Likewise, if one looks around the internet hard enough, plans for heavier support weapons – everything from mortars and rocket-propelled grenades (RPGs), up to surface-to-air missiles – can be found. We will not list those particular sources here, for two reasons: first, because of legal liability, and second, because that information should be available to those needing it – such as the rebels battling a brutal dictatorship in Myanmar – because the balance of the potential good outweighs the potential for evil: “bad actors” will find a way to commit violent acts no matter what impotent, even if well-intentioned, laws prohibiting the ownership of inanimate objects are passed.
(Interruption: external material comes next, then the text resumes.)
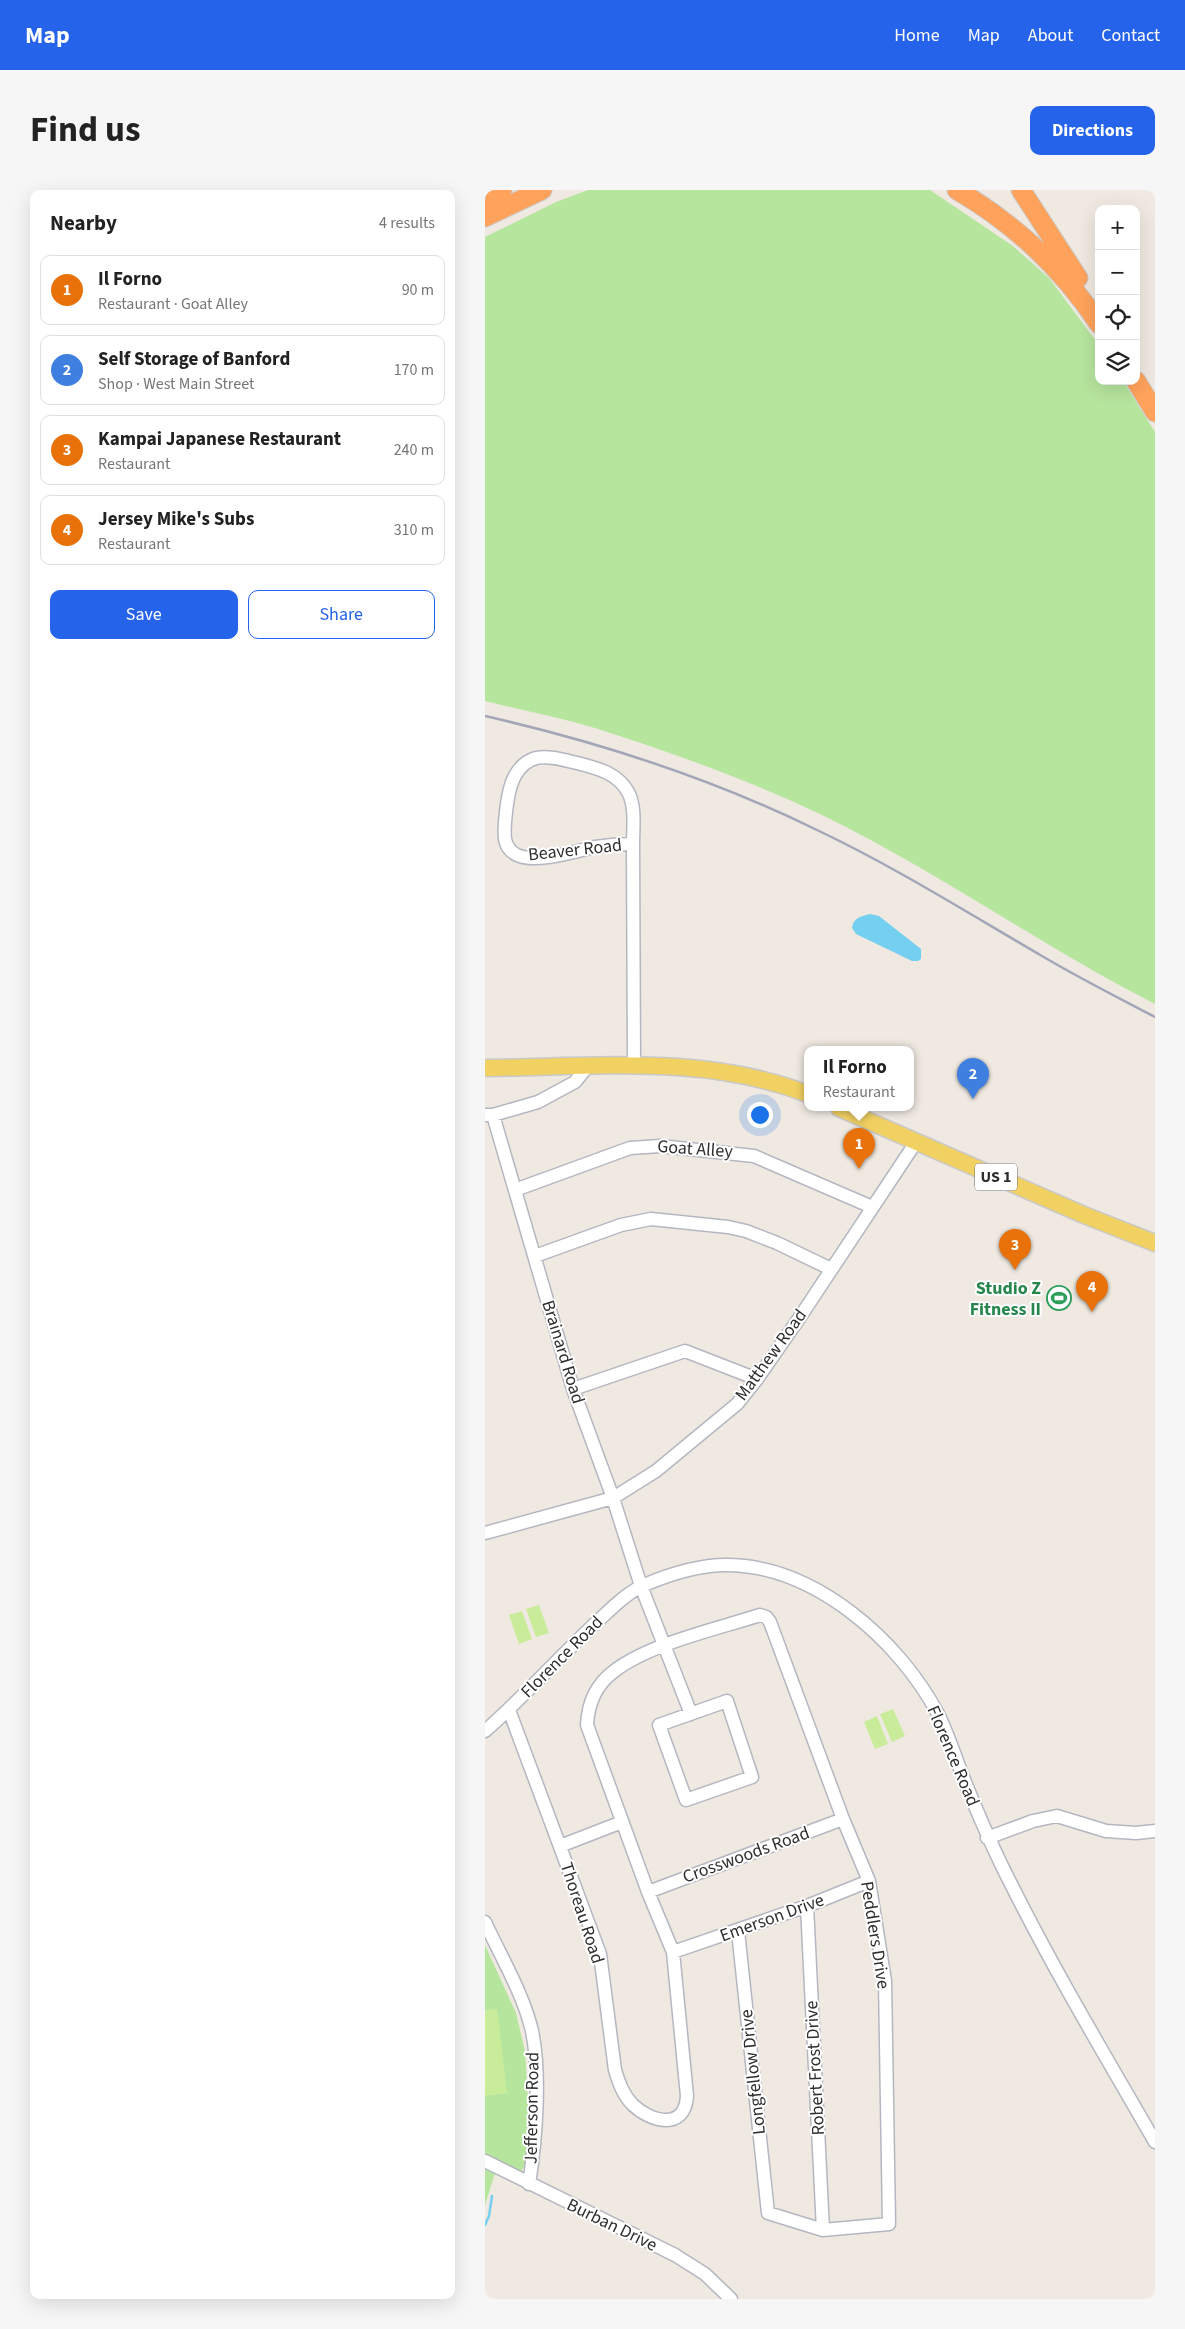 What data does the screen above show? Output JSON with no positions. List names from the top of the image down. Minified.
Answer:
{"streets":{"main road":["US 1"],"street":["Beaver Road","Goat Alley","Brainard Road","Matthew Road","Florence Road","Crosswoods Road","Thoreau Road","Emerson Drive","Peddlers Drive","Robert Frost Drive","Longfellow Drive","Jefferson Road","Burban Drive"]},"crossings":[["Goat Alley","Brainard Road"],["Goat Alley","Matthew Road"],["US 1","Matthew Road"],["Brainard Road","Matthew Road"],["Brainard Road","Florence Road"],["Florence Road","Thoreau Road"],["Crosswoods Road","Peddlers Drive"],["Thoreau Road","Peddlers Drive"],["Emerson Drive","Peddlers Drive"],["Emerson Drive","Robert Frost Drive"],["Emerson Drive","Longfellow Drive"],["Peddlers Drive","Robert Frost Drive"],["Peddlers Drive","Longfellow Drive"],["Jefferson Road","Burban Drive"]],"places":{"sports":["Studio Z Fitness II"]},"page":{"header":"Map","nav":["Home","Map","About","Contact"],"title":"Find us","buttons":["Directions",["Save","Share"]],"heading":["Nearby","4 results"],"map_buttons":["+","−"],"list":[{"mark":"1","name":"Il Forno","note":"Restaurant · Goat Alley","value":"90 m"},{"mark":"2","name":"Self Storage of Banford","note":"Shop · West Main Street","value":"170 m"},{"mark":"3","name":"Kampai Japanese Restaurant","note":"Restaurant","value":"240 m"},{"mark":"4","name":"Jersey Mike's Subs","note":"Restaurant","value":"310 m"}],"popup":["Il Forno","Restaurant"],"pins":["2","1","3","4"]}}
And it is not just the weapons themselves that are being printed. The manufacture of ammunition via a 3D printing application of laser sintering technology is now capable of producing not simply projectiles (i.e., bullets), but producing propellant. While still in the early stages of development, this eliminates two of the four components required to manufacture conventional ammunition, leaving only the case and ignition primer needing manufacture.
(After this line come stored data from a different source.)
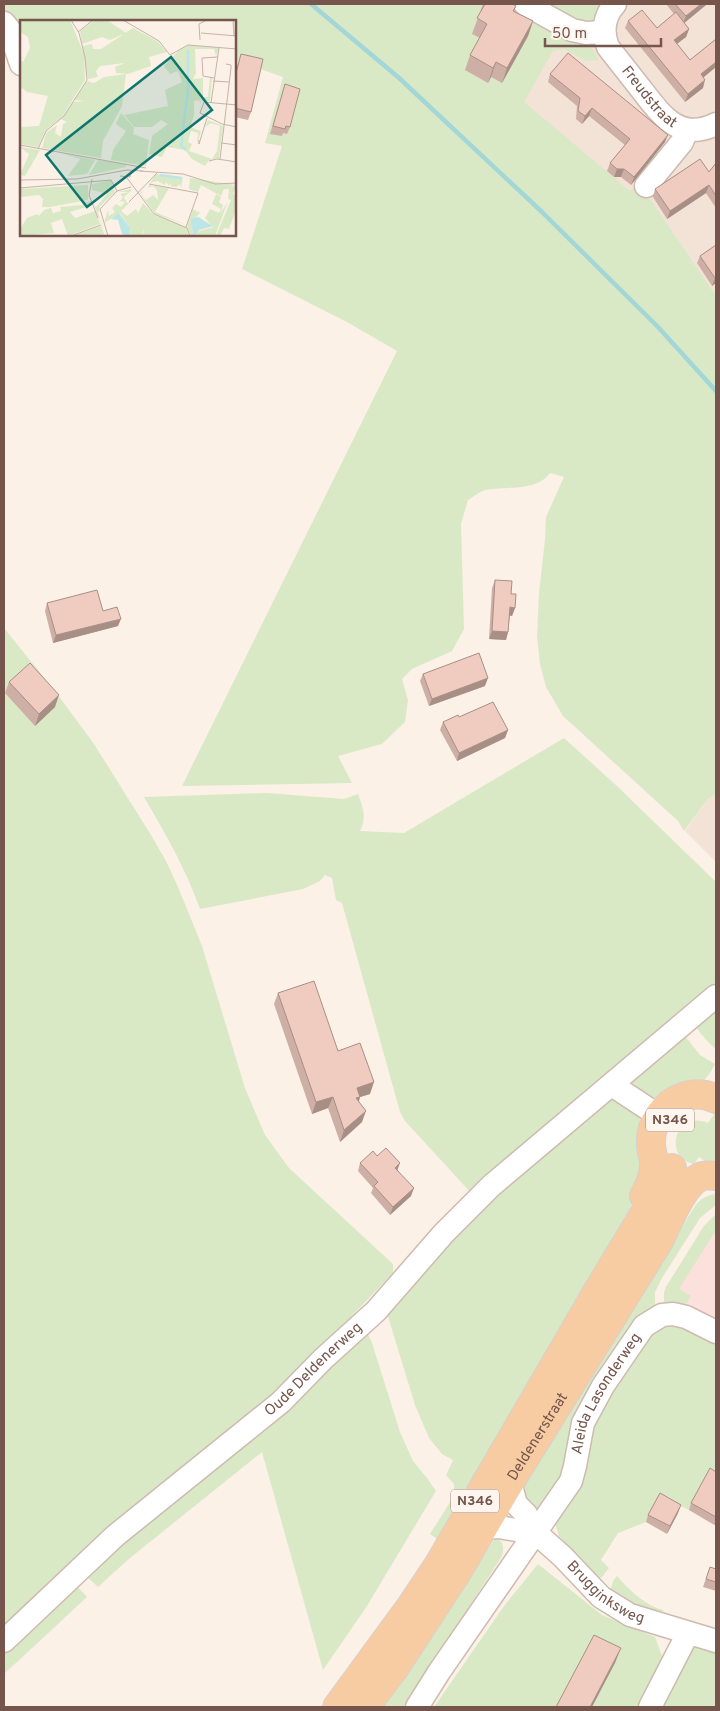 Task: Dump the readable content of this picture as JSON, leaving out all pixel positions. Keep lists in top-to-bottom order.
{
  "streets": {
    "main road": ["N346", "Deldenerstraat"],
    "street": [
      "Freudstraat",
      "Oude Deldenerweg",
      "Aleida Lasonderweg",
      "Brugginksweg"
    ]
  },
  "crossings": [
    ["N346", "Deldenerstraat"],
    ["Aleida Lasonderweg", "Brugginksweg"],
    ["Deldenerstraat", "Brugginksweg"]
  ],
  "scale_bar": "50 m"
}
And then, we come to drones. While drone warfare is definitely not the overwhelming and decisive factor that it has been made out to be over the last decade, it does offer some significant benefits to non-governmental forces. Drones selling for less than US$100 on Amazon are capable of conducting missions ranging from aerial reconnaissance to combat target servicing, whether by dropping explosives onto a target, or by crashing into a target such as a battle tank, like a latter-day Japanese kamikaze plane. Likewise, drone parts kits are available to build much larger drones, capable of carrying much heavier payloads.

 

Greenville, NC Police department’s DJI Matrice drone. 2022. Photo by Greenville Police Department. CC0/1.0 Public Domain.

 

The implications heralded by the combat deployment and use of the FGC-9, on top of the repurposing of civilian drone copters for combat, are profound. State monopolies on military hardware are eroding, and with them, long-held assumptions about the balance of power in conflicts.

 

From Homebrewed Tanks & Artillery To Navies & Air Forces

The democratization of military capabilities isn’t limited to high-tech solutions. Since the 1980’s, pickup trucks converted into mobile fighting platforms—often dubbed “technicals”—have become ubiquitous in small-scale conflicts. These improvised fighting vehicles represent a low-tech but highly effective form of military innovation.

In Syria, this concept has been taken to new extremes. Civilian defense groups of all factions have constructed homemade armored vehicles, resembling mini-tanks, using salvaged materials and ingenious engineering. These vehicles, while not a match for modern main battle tanks (even when armed with ATGM’s), have proven surprisingly effective in urban combat scenarios. Of course, the use of these “technicals“, even if only otherwise standard pickup trucks fitted with machine guns in their beds, provides a low-tech group with a fast-moving force that can swiftly achieve spectacular results, given the right conditions.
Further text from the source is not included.